La question posée dans les recensements canadiens se lit comme suit : « Cette personne connaît-elle assez bien le français ou l’anglais pour soutenir une conversation3 ? » Les seules réponses possibles sont les suivantes : « Français seulement ; Anglais seulement ; Français et anglais ; Ni français ni anglais ».

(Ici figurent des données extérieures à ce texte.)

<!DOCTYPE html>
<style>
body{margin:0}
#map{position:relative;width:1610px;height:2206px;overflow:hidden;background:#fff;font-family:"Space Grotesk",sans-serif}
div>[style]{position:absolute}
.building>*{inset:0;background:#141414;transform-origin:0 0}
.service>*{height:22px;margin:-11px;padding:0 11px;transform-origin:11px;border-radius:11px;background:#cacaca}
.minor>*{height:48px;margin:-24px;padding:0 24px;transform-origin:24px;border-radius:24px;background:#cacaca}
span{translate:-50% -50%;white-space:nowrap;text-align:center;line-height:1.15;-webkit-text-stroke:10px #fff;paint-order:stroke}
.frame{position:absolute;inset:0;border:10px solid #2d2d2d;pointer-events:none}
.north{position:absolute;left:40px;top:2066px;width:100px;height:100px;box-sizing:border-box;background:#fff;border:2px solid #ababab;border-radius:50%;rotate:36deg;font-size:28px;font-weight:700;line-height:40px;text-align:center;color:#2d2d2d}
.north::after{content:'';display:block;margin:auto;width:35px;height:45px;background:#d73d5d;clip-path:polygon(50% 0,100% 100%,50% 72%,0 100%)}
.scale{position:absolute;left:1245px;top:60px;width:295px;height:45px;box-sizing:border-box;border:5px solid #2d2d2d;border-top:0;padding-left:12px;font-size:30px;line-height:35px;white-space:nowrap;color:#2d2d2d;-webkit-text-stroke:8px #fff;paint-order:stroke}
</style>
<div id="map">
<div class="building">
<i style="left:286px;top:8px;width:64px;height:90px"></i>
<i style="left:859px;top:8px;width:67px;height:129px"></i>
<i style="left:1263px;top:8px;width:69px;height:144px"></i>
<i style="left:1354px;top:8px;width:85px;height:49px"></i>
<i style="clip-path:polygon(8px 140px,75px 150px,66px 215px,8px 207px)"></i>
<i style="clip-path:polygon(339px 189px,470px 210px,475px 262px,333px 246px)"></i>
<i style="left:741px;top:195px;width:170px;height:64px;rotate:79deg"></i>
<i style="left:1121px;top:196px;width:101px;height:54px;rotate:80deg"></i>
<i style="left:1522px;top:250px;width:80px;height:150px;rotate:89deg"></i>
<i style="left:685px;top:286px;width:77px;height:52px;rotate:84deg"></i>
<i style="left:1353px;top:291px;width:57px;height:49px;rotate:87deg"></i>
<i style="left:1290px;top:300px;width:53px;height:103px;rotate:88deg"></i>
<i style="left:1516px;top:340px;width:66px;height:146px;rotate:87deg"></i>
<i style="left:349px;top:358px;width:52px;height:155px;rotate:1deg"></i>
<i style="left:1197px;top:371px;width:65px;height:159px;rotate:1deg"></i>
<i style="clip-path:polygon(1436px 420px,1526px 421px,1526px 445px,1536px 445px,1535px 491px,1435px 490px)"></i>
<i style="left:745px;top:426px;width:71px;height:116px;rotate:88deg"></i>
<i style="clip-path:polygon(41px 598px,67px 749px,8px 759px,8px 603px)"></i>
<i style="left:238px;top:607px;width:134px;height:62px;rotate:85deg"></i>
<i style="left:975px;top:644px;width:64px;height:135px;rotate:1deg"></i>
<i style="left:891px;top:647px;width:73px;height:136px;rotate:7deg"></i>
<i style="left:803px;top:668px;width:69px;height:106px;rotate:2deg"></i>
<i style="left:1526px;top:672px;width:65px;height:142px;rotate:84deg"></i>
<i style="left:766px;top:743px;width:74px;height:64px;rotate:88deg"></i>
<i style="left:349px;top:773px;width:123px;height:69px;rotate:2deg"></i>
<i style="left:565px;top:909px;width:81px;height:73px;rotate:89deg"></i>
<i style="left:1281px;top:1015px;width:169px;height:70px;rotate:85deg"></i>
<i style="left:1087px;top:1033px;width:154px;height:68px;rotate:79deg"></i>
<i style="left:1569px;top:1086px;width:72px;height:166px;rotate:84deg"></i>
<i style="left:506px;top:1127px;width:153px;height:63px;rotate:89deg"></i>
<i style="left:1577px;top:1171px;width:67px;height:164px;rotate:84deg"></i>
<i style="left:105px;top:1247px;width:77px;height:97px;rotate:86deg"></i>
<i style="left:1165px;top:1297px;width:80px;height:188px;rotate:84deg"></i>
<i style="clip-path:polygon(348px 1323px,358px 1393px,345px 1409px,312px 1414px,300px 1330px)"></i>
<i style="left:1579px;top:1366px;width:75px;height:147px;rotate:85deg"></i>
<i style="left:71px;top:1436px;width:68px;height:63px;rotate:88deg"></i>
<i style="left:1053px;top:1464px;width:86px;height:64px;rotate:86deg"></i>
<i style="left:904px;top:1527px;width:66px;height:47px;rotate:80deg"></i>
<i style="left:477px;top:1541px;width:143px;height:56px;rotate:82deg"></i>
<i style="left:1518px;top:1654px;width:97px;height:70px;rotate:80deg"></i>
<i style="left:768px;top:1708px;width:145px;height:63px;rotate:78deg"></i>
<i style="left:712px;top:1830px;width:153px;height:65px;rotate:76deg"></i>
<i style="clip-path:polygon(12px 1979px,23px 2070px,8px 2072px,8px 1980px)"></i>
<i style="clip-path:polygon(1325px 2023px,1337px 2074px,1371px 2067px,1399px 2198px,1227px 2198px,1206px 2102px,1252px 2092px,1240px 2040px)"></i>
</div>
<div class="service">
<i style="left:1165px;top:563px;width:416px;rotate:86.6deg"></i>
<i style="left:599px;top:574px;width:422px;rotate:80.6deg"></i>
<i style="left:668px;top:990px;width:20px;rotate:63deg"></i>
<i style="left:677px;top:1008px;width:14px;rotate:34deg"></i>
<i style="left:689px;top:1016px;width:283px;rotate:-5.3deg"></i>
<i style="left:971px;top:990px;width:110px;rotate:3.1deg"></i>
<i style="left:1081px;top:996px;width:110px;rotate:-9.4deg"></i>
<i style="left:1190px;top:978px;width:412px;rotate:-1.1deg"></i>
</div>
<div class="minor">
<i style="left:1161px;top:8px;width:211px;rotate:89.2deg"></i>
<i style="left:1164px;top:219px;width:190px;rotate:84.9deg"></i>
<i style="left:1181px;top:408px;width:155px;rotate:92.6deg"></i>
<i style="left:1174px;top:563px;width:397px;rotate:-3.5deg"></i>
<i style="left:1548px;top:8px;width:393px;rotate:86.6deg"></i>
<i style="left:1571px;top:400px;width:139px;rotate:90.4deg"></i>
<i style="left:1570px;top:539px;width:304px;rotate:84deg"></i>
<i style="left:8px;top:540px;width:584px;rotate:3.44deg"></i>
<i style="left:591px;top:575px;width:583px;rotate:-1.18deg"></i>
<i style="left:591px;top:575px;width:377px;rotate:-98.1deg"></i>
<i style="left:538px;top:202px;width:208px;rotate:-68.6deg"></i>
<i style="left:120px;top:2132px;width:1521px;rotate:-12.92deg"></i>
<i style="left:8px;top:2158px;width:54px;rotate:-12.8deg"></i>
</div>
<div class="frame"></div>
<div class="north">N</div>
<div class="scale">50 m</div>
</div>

Face à un tel choix, le répondant doit faire une évaluation de sa compétence dans le genre « tout ou rien » : ou bien il s’estime apte à soutenir « assez bien » une conversation, ou bien il se considère comme incapable de le faire. Son habileté, même grossièrement estimée (« excellente, très bien, un peu, pas du tout »), n’est tout simplement pas prise en compte.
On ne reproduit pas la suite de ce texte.